Chinese State-Backed Funds Reduce Investments in US Private Equity Amid Political Tensions

Several executives and insiders have revealed that Chinese sovereign wealth funds are retreating from investments in US private equity markets in response to escalating political and trade disputes between Washington and Beijing. These disputes include the imposition of tariff rates exceeding 120% on goods traded between the two countries.

The move involves sovereign wealth funds from China refraining from making new allocations to private equity groups based in the United States. Seven executives from leading private equity firms confirmed this pullback, with three attributing it directly to directives issued by the Chinese government. Some Chinese funds are reportedly requesting exclusion from deals involving US assets, even when those investments are managed through global buyout groups headquartered outside the US.

One of the key entities scaling back is the China Investment Corporation (CIC), among the nation’s largest sovereign wealth funds. Two sources familiar with the matter—cited by the Financial Times—have confirmed CIC’s withdrawal alongside similar decisions by other Chinese funds. Records indicate that CIC began reducing its exposure to American private equity as early as 2023. The fund is now redirecting capital towards regions such as Europe, the Middle East, and Asia, establishing partnerships in countries including the United Kingdom, France, Saudi Arabia, Japan, and Italy as part of its strategy to diversify its global portfolio.

Chinese sovereign funds have historically been some of the largest backers of major US private capital firms, supporting industry giants such as Blackstone, TPG, and Carlyle Group. These investments have significantly contributed to the expansion of the private equity sector, which currently manages approximately $4.7 trillion in assets globally. Consultancy Global SWF reports that as of 2023, both CIC and the State Administration of Foreign Exchange (SAFE) allocated around 25% of their assets—amounting to $1.35 trillion and $1 trillion respectively—to alternative investments.

Chinese investors have voiced concerns about what they perceive as unfair treatment by Western regulators, who have purportedly employed claims of foreign influence and national security to limit Chinese capital inflows. Many governments in Western countries and Europe have enacted measures blocking Chinese direct investments in strategic sectors such as technology and infrastructure. Despite these restrictions, Chinese investors had been able to use indirect routes via private equity to invest in American companies without assuming controlling stakes or drawing immediate political scrutiny.

In parallel, pension funds from Canada and Europe, traditionally strong supporters of US private equity, are also reportedly reassessing their involvement amidst the strained political environment. Jonathan Gray, President of Blackstone, acknowledged this during a recent earnings call, stating, “There definitely are questions from global investors and clients about what’s happening here.” He further characterised the political landscape as “tariff-ridden,” which is influencing client sentiment.
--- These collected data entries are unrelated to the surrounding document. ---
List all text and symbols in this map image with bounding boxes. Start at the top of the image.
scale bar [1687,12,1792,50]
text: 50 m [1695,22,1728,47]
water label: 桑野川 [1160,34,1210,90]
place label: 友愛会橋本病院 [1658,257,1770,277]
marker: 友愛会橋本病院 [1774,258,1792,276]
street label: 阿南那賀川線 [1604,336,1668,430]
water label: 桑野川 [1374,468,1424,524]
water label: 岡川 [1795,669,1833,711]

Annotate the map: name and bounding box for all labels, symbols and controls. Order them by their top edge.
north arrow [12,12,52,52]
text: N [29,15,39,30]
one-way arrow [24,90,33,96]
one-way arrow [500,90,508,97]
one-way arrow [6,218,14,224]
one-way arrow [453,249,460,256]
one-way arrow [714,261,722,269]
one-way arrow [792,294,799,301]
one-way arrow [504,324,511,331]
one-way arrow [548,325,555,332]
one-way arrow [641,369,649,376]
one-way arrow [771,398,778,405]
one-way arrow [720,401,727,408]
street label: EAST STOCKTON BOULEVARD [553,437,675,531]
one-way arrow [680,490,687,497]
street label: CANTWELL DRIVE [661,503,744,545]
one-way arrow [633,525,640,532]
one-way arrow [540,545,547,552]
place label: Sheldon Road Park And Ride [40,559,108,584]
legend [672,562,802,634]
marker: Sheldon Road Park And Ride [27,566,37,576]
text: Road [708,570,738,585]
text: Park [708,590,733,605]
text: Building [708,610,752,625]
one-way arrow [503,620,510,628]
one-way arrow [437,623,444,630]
Adding to the complexity of the economic relationship, Beijing has taken measures to restrict the export of critical minerals vital for US industries. Chinese export controls on strategic materials such as antimony, germanium, and gallium—used in defence technology, chip manufacturing, and renewable energy—have reduced global supply. As the world’s leading producer of these materials, China has gradually imposed export controls since 2023, culminating in a formal ban on exports of these substances to the US last December, anticipating trade restrictions under then-President Donald Trump’s administration.

Data confirmed a significant drop in first-quarter exports for antimony and germanium products, which declined by 57% and 39%, respectively, compared to the same period the previous year. Although gallium exports increased during some months in 2023, shipments in March 2025 fell to their lowest level since October 2024.

The recent developments underscore shifting investment patterns and supply chain adjustments amid ongoing geopolitical and trade tensions between China and the United States. The (Mitrade) is reporting on these changes as part of broader economic realignments seen in global capital allocation and resource management.